• **INPUT RECORDS**:

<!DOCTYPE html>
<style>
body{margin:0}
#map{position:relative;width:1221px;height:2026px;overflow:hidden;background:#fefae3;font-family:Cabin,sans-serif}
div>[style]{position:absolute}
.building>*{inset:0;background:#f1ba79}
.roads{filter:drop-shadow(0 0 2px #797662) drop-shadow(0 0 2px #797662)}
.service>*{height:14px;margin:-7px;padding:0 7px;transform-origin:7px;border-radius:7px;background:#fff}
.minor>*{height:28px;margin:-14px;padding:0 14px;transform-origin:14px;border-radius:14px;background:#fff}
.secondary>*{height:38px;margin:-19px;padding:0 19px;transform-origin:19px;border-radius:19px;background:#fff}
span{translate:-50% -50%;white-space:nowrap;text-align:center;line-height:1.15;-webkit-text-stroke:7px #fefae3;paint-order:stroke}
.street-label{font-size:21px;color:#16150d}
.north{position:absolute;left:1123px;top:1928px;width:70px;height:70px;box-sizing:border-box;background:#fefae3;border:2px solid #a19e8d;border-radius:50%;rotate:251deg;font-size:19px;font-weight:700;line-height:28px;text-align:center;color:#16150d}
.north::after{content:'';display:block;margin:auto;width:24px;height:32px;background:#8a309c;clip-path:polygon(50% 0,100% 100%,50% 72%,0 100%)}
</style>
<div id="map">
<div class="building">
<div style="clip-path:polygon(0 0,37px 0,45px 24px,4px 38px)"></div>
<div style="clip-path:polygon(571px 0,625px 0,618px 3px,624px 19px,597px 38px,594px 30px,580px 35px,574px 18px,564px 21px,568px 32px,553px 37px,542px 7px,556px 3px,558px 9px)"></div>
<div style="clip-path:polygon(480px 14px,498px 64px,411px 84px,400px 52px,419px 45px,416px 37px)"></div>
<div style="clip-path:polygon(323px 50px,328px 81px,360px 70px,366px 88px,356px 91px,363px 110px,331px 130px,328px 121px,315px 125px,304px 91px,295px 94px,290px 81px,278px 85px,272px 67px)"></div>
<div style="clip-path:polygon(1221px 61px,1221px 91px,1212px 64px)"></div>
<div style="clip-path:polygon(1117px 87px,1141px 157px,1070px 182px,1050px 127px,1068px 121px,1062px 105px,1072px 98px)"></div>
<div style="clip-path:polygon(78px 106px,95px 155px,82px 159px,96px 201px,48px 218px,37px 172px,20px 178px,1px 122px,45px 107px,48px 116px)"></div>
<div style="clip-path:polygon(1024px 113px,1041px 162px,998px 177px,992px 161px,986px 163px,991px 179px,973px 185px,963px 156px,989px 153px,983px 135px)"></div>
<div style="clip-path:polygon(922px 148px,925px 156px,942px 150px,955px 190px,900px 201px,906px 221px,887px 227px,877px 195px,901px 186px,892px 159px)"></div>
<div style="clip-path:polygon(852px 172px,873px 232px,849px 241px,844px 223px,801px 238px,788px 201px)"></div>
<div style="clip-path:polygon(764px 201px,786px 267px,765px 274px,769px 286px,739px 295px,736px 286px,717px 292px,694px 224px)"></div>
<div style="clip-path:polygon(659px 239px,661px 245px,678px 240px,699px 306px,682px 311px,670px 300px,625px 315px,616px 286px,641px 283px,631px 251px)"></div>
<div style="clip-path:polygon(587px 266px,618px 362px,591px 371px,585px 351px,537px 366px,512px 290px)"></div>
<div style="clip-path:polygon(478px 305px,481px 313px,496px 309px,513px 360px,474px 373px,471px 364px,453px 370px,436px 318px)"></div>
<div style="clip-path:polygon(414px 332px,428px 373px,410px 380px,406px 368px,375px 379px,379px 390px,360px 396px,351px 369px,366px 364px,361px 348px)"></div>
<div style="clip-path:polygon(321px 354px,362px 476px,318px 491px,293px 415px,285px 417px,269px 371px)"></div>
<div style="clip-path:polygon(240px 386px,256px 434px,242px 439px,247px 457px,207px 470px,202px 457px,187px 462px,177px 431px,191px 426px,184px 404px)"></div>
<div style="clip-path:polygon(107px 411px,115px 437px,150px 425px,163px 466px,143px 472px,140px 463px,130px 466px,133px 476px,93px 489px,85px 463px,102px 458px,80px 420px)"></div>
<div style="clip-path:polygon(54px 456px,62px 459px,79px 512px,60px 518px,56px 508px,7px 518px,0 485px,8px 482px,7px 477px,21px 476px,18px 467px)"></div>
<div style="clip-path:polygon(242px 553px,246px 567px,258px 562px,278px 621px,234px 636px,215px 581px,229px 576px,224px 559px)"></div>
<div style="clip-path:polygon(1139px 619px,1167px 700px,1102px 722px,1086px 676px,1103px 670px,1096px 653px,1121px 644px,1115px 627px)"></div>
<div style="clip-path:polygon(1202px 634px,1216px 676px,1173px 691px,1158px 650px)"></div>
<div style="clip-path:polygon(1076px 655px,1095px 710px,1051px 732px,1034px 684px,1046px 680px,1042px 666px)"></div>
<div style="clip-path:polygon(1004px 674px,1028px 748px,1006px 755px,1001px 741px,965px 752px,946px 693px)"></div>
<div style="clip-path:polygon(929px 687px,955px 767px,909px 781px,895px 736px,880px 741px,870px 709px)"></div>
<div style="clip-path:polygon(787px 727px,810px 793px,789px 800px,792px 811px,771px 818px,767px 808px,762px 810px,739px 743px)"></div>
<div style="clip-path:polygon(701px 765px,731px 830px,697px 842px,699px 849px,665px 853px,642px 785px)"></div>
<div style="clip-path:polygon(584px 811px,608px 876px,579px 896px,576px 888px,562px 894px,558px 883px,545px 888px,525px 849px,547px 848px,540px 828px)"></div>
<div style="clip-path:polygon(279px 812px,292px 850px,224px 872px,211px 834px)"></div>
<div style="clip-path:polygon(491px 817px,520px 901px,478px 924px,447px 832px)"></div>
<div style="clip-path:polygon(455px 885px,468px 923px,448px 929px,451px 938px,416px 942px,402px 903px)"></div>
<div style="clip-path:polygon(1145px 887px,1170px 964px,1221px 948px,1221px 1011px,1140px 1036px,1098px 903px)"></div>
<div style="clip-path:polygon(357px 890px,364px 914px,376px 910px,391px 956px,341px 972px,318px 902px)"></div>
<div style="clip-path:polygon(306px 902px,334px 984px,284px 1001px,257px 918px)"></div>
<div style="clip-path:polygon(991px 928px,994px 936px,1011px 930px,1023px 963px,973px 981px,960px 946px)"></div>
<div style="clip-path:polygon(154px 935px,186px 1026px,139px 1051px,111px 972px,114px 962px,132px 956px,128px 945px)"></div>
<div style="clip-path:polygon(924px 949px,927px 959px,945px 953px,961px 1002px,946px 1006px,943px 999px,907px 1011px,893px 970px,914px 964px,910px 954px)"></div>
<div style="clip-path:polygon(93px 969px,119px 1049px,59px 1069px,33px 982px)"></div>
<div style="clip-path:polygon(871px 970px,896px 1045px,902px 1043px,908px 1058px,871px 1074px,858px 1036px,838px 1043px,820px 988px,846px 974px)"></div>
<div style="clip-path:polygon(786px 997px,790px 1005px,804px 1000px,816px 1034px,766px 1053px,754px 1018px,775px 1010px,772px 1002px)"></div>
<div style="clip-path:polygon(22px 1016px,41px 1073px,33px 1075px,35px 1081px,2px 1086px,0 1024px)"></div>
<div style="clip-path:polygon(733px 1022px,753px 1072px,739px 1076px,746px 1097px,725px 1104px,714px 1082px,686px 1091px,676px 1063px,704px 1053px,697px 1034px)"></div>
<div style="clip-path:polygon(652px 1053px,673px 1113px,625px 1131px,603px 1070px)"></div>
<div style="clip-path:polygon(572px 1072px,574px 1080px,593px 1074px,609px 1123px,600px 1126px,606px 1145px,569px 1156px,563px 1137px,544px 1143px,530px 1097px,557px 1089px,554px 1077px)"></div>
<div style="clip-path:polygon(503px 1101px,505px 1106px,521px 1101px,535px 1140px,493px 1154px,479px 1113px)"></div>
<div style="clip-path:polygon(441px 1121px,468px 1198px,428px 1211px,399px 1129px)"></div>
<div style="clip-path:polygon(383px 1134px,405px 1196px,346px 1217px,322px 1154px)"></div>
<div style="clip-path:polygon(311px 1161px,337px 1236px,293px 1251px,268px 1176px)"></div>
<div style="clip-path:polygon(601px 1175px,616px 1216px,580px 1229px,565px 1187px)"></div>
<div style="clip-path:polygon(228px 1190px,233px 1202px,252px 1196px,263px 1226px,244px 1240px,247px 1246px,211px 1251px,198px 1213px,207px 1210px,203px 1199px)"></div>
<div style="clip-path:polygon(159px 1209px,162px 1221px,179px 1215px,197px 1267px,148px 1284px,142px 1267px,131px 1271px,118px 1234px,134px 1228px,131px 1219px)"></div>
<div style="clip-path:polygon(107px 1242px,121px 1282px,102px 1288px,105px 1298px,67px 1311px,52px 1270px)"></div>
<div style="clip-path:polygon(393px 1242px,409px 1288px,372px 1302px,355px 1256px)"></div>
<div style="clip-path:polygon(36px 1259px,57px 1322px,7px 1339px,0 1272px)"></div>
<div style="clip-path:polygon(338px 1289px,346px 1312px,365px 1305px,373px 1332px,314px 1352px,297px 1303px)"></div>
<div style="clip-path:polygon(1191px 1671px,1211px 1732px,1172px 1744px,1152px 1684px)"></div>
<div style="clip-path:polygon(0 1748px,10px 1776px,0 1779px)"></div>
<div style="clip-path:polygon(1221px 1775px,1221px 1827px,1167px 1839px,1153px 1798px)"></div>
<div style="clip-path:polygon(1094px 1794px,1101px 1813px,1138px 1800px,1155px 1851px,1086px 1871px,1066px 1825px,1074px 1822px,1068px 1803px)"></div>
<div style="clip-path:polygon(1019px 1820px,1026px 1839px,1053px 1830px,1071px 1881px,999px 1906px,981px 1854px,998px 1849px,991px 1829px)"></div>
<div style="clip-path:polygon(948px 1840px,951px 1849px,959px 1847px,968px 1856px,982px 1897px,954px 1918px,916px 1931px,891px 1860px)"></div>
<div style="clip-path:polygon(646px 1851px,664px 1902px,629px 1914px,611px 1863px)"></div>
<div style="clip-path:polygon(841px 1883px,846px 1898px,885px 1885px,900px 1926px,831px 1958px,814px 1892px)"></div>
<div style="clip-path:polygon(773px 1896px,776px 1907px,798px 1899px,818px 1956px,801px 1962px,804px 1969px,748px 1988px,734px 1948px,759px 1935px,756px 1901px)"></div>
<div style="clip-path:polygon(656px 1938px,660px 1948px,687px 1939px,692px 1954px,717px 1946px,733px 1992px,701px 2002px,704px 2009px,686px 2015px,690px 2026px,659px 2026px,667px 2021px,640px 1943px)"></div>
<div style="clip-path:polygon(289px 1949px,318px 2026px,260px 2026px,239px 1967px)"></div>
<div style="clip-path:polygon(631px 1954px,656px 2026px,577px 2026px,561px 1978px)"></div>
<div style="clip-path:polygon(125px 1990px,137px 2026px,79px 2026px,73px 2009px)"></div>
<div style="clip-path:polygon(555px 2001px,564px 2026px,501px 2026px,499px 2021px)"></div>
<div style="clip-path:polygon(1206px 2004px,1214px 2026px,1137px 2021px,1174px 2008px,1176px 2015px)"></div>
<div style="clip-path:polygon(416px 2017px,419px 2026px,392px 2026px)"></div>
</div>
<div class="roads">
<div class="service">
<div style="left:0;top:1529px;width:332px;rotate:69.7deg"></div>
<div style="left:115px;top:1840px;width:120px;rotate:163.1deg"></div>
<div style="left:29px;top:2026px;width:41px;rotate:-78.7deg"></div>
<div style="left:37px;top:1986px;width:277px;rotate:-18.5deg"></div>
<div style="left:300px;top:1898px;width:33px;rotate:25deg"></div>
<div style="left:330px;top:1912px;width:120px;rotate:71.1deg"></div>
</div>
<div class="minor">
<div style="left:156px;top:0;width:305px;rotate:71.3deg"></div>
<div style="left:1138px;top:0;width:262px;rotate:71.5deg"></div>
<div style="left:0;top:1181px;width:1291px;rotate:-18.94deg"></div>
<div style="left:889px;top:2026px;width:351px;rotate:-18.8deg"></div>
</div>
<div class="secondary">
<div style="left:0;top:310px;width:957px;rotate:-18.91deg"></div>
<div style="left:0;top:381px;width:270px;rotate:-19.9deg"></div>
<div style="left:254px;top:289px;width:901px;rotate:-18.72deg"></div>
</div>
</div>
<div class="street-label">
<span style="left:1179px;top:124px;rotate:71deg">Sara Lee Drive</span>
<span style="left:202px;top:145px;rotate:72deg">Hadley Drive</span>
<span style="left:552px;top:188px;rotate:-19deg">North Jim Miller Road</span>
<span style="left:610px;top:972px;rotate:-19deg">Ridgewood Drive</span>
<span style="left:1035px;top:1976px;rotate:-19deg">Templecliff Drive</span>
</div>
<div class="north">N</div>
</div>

• **WHAT YOU ARE ASKED TO DO**: Please give back the records exactly as written, beginning at the first line and including the line that holds "2px #797662) drop-shadow(0" as the last.

• **SOLVED PROBLEM**:
<!DOCTYPE html>
<style>
body{margin:0}
#map{position:relative;width:1221px;height:2026px;overflow:hidden;background:#fefae3;font-family:Cabin,sans-serif}
div>[style]{position:absolute}
.building>*{inset:0;background:#f1ba79}
.roads{filter:drop-shadow(0 0 2px #797662) drop-shadow(0 0 2px #797662)}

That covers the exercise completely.